Graphite producer Triton has received another $2.7 million in funding from a Chinese state-owned tech company, Jinan Hi-Tech.

In June, Jian Hi-Tech committed $19.5 million in funding to Triton and in July added a further $2 million. The funding will be used to develop the Ancuabe Graphite Project in East Africa.

The company said Jian Hi-Tech’s contribution will assist financially with mining regulations in Mozambique and funding construction as it begins.

Ancuabe is located in the historically prospective Cabo Delgado region, Mozambique. A maiden ore reserve at the site forecast it to hold 24.9 million tonnes at 6.2 per cent total graphite content.

The global graphite market is expected to grow over six per cent in the next six years. This is predominately due to graphite’s growing role in producing lithium-ion batteries which are used in electric vehicles.
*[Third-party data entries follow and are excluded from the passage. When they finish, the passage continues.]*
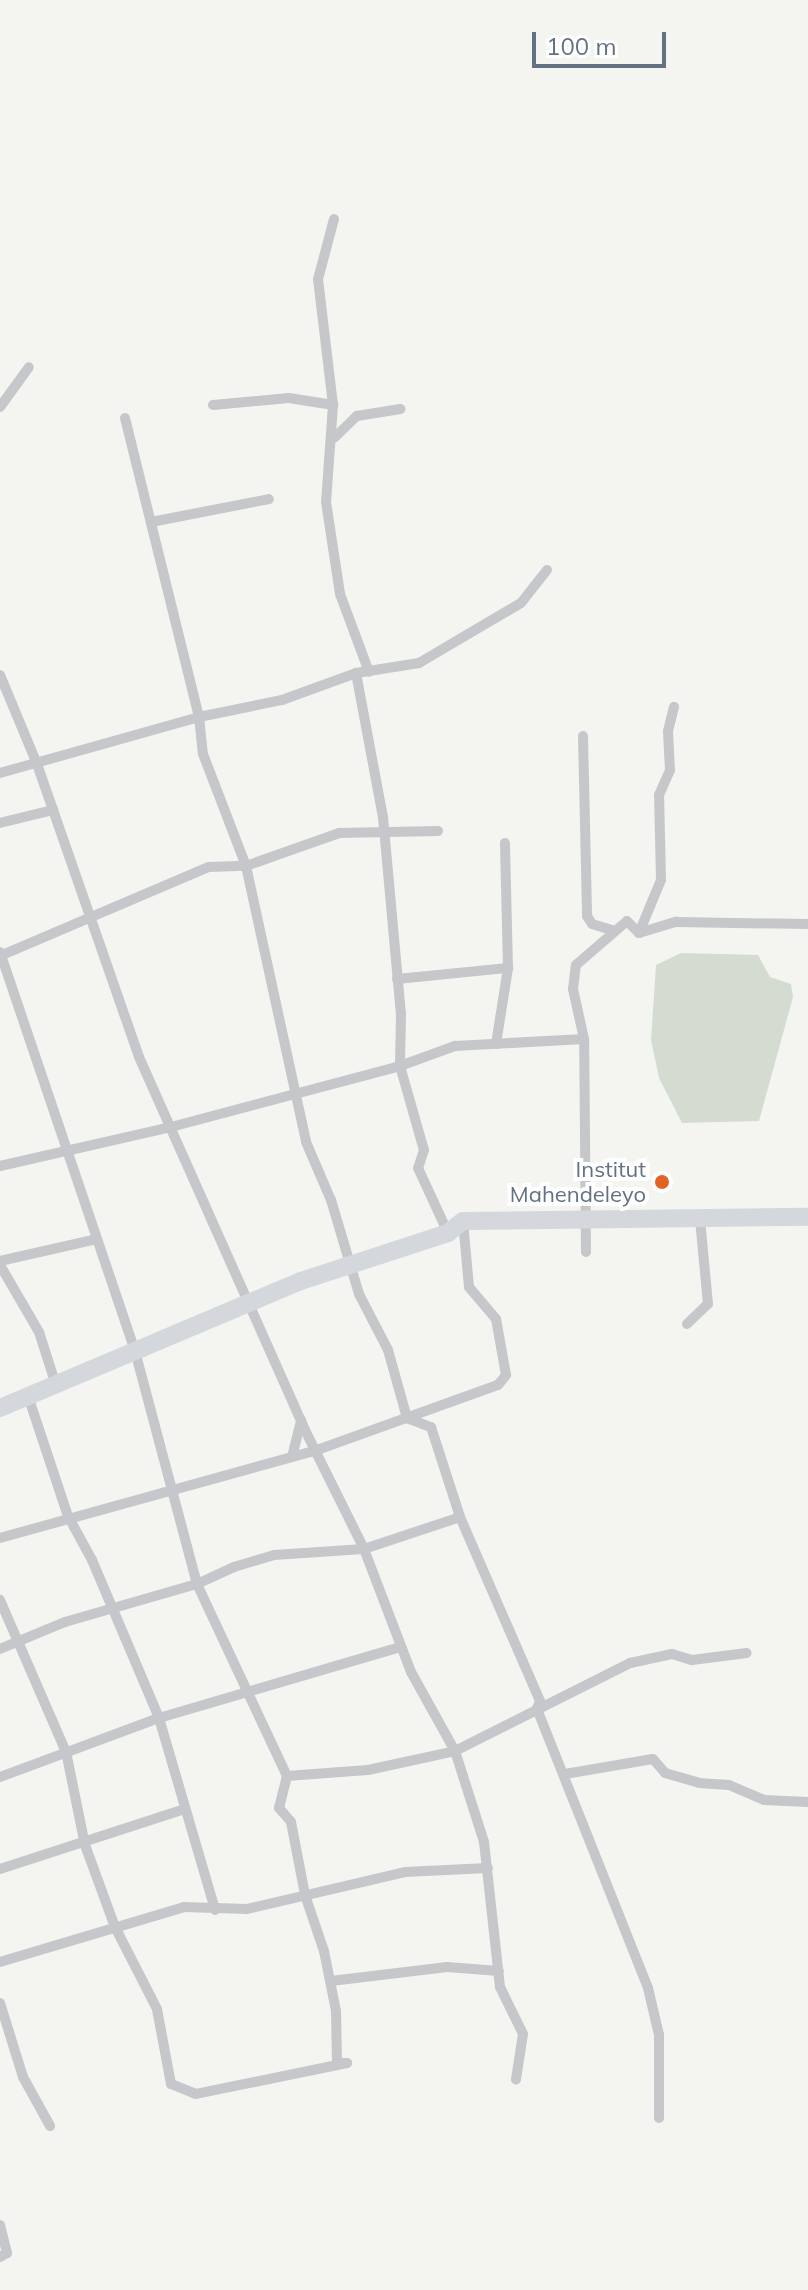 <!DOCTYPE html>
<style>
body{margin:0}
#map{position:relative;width:808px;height:2290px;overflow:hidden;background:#f4f5f0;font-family:Mulish,sans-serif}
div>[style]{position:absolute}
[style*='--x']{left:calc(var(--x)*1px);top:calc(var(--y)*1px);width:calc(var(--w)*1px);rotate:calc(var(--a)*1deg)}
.green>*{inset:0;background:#d4dcd2}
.minor>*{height:10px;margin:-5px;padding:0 5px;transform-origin:5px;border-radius:5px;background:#c5c7cb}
.trunk>*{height:18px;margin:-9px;padding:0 9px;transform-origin:9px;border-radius:9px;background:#d4d8dc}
.dots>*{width:22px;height:22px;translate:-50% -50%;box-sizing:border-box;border:4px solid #fff;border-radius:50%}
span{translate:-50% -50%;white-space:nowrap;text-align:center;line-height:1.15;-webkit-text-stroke:8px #fff;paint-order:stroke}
.poi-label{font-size:22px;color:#637182}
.right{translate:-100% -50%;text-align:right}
.scale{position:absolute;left:532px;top:32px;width:134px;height:36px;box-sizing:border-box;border:4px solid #637182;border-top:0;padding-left:10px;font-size:24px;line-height:28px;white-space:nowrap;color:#637182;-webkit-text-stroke:6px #fff;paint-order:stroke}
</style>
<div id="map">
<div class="green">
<div style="clip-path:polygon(681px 953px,758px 955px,770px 977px,791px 984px,793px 997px,759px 1121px,682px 1123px,659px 1078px,651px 1040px,656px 965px)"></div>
</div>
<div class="minor">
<div style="--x:334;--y:219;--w:62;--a:104.9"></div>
<div style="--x:318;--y:279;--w:127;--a:83.2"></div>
<div style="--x:333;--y:405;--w:97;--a:94.1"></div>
<div style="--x:326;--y:502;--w:93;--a:81.3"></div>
<div style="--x:340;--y:594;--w:83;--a:69.6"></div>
<div style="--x:213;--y:405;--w:76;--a:-5.3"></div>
<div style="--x:289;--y:398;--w:45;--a:9"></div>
<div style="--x:0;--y:407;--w:49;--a:-54.1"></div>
<div style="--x:125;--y:418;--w:308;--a:76.1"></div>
<div style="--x:199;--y:717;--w:37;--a:84"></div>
<div style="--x:203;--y:754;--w:120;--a:69"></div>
<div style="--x:246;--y:866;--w:282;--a:77.7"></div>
<div style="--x:306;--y:1142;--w:63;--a:66.7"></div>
<div style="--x:331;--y:1200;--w:98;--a:73.4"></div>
<div style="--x:359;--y:1294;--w:63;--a:62.6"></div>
<div style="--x:388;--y:1350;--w:71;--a:74.4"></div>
<div style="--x:407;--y:1418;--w:26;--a:21"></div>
<div style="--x:431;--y:1427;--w:95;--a:72.1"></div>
<div style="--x:460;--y:1517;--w:201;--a:66.5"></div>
<div style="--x:540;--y:1701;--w:9;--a:111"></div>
<div style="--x:537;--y:1709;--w:300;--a:68.3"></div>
<div style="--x:648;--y:1988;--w:48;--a:76.8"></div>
<div style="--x:659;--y:2035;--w:83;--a:90"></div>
<div style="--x:334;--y:438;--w:32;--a:-44"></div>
<div style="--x:357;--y:416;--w:44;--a:-9.2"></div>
<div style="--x:151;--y:522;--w:120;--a:-11"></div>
<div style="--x:356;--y:673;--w:147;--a:79.4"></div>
<div style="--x:383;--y:817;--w:197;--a:84.8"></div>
<div style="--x:401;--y:1013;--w:53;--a:91.1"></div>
<div style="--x:400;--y:1066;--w:87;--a:74.1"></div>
<div style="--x:424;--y:1150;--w:19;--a:108"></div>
<div style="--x:418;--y:1168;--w:72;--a:65.2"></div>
<div style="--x:0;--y:675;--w:96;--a:67.4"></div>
<div style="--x:37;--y:764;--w:310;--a:70.8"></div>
<div style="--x:139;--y:1057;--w:408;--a:66"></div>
<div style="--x:305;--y:1430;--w:133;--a:63.6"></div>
<div style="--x:364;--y:1549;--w:132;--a:69.1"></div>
<div style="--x:411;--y:1672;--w:90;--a:60.9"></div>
<div style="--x:455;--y:1751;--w:96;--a:72.3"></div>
<div style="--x:484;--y:1842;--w:146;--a:83.7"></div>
<div style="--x:500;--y:1987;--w:52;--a:63.9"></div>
<div style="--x:523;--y:2034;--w:46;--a:98.8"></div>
<div style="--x:583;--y:736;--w:180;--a:88.7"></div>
<div style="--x:587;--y:916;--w:9;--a:58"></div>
<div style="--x:592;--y:924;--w:21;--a:17"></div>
<div style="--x:0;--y:773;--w:207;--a:-15.7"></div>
<div style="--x:199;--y:717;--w:85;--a:-11.6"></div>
<div style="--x:282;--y:700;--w:79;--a:-20"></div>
<div style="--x:356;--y:673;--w:64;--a:-9"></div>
<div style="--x:419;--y:663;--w:118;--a:-30.5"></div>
<div style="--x:521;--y:603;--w:42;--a:-51.8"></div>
<div style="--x:0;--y:823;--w:55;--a:-13.8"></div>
<div style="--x:639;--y:933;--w:57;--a:-67.5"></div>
<div style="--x:661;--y:880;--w:85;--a:-91.3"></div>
<div style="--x:659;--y:795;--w:27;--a:-66"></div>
<div style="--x:670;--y:770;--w:39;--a:-93"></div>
<div style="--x:668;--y:731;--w:25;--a:-76"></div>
<div style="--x:0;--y:952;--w:421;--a:71.3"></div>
<div style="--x:135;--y:1351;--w:241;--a:75.1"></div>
<div style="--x:197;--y:1584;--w:212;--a:64.9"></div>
<div style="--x:287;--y:1776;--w:33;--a:104"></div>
<div style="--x:279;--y:1808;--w:18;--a:49"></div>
<div style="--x:291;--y:1822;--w:74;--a:79.1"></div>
<div style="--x:305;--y:1895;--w:59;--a:71.3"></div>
<div style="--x:324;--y:1951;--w:61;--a:78.7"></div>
<div style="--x:336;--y:2011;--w:52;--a:88.9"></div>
<div style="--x:337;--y:2063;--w:10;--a:0"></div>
<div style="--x:347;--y:2063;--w:154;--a:168.4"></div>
<div style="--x:196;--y:2094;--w:27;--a:-158"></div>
<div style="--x:171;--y:2084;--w:76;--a:-100.6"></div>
<div style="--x:157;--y:2009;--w:92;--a:-117.1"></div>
<div style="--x:115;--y:1927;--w:87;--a:-110.1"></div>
<div style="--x:85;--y:1845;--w:95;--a:-101.5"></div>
<div style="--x:66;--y:1752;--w:166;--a:-113.5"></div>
<div style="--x:0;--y:956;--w:227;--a:-23.1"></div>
<div style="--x:209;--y:867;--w:37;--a:-2"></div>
<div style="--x:246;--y:866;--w:99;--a:-19.5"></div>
<div style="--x:339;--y:833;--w:99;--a:-1.2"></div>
<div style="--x:397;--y:979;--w:112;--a:-5.7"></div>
<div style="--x:496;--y:1044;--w:77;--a:-81"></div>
<div style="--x:508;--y:968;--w:125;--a:-91.4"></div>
<div style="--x:0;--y:1166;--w:175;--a:-12.8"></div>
<div style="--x:171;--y:1127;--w:237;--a:-14.9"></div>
<div style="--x:400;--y:1066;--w:59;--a:-20"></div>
<div style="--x:455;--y:1046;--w:129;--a:-3.1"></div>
<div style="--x:586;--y:1252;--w:213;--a:-90.5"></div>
<div style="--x:584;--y:1039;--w:51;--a:-102.4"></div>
<div style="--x:573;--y:989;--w:24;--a:-83"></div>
<div style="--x:576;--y:965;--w:67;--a:-40.8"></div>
<div style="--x:627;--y:921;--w:17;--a:45"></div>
<div style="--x:639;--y:933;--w:39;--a:-17"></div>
<div style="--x:676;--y:922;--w:132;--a:0.9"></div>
<div style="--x:0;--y:1261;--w:99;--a:-12.8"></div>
<div style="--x:0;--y:1265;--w:78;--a:59.8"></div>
<div style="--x:39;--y:1332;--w:52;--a:72.3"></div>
<div style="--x:687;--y:1324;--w:29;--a:-44"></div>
<div style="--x:708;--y:1304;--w:85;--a:-95.4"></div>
<div style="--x:28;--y:1396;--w:126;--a:71.6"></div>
<div style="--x:68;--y:1516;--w:50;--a:61.4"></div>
<div style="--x:92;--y:1560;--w:172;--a:67"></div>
<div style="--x:159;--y:1718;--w:200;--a:73.7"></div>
<div style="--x:292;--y:1457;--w:38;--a:-76"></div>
<div style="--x:0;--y:1538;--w:329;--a:-15.5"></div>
<div style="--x:317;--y:1450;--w:192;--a:-19.8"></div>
<div style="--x:498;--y:1385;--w:13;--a:-51"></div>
<div style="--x:506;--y:1375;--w:57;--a:-100.1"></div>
<div style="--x:496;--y:1319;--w:42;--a:-130.2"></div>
<div style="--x:469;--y:1287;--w:66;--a:-95.2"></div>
<div style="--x:0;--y:1649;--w:70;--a:-22.6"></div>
<div style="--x:65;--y:1622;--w:137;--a:-16.1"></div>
<div style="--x:197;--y:1584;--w:41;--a:-24.7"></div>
<div style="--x:234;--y:1567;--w:42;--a:-16.7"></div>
<div style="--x:274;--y:1555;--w:90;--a:-3.8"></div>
<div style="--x:364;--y:1549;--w:101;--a:-18.4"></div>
<div style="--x:565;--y:1774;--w:89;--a:-9.7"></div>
<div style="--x:653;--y:1759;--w:18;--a:49"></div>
<div style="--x:665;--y:1773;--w:35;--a:16"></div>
<div style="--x:699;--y:1783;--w:30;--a:4"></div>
<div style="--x:729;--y:1785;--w:38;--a:23"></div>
<div style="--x:764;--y:1800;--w:44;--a:2.6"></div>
<div style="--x:287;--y:1776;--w:81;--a:-4.2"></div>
<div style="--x:368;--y:1770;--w:89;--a:-12.3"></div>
<div style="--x:455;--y:1751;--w:196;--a:-26.7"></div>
<div style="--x:630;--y:1663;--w:43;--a:-12.1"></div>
<div style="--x:672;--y:1654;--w:21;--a:17"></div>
<div style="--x:692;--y:1660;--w:55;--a:-7.3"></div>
<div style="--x:0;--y:1777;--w:170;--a:-20.4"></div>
<div style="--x:159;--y:1718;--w:252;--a:-16.4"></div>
<div style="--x:0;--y:1869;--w:191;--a:-18"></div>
<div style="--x:0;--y:1962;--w:192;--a:-16.6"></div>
<div style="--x:184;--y:1907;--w:63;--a:1.8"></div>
<div style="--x:247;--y:1909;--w:162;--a:-13.2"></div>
<div style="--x:405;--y:1872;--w:83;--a:-2.8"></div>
<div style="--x:331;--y:1981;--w:117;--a:-6.9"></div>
<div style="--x:447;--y:1967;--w:52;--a:4.4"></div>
<div style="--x:0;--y:2003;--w:77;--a:72.7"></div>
<div style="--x:23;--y:2077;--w:56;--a:61.1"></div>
<div style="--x:0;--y:2225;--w:29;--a:76"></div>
<div style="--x:7;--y:2253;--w:8;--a:150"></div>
</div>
<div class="trunk">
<div style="--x:0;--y:1408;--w:327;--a:-22.9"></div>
<div style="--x:301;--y:1281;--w:155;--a:-18.1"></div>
<div style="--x:448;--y:1233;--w:19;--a:-39"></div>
<div style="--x:463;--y:1221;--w:345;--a:-0.7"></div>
</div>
<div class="dots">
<div style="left:662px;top:1182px;background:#e36422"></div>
</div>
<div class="poi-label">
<span class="right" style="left:646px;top:1182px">Institut<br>Mahendeleyo</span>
</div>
<div class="scale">100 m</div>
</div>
The demand for rechargeable lithium batteries continues to increase, especially in the vehicles sector which continues to record growth each year.

Graphite producers globally are capitalising on the commodity’s growing worth, which currently has an industry value of $25.7 billion (US$17.62 billion).

At its Mozambique project, Triton is focusing on developing two graphite mineral deposits. A definitive feasibility study forecasts the project to have a 27-year lifespan based on producing 60,000 tonnes of graphite concentrate each year.

Mozambique has become a hot spot for mining graphite as companies globally hone in on the nation’s rich and plentiful deposits. The Mozambican Government is supporting mining ventures on its land as a means to stimulate its economy.

Triton’s Managing Director, Peter Canterbury, explained the company is looking to break into the fire retardant products sector through its graphite production.

Before receiving commitments for the initial $19.5 million investment from Jinan Hi-Tech, the company spent a lot of time researching the flame retardant building products market.

After the state-owned tech company invested Peter said it is clear “the massive potential of the Ancuabe Graphite Project to supply the flame- retardant building industry.”

Following realising to the market its additional funding, Triton’s share price closed 2.7 per cent higher. Shares in the company are currently trading for 3.8 cents each.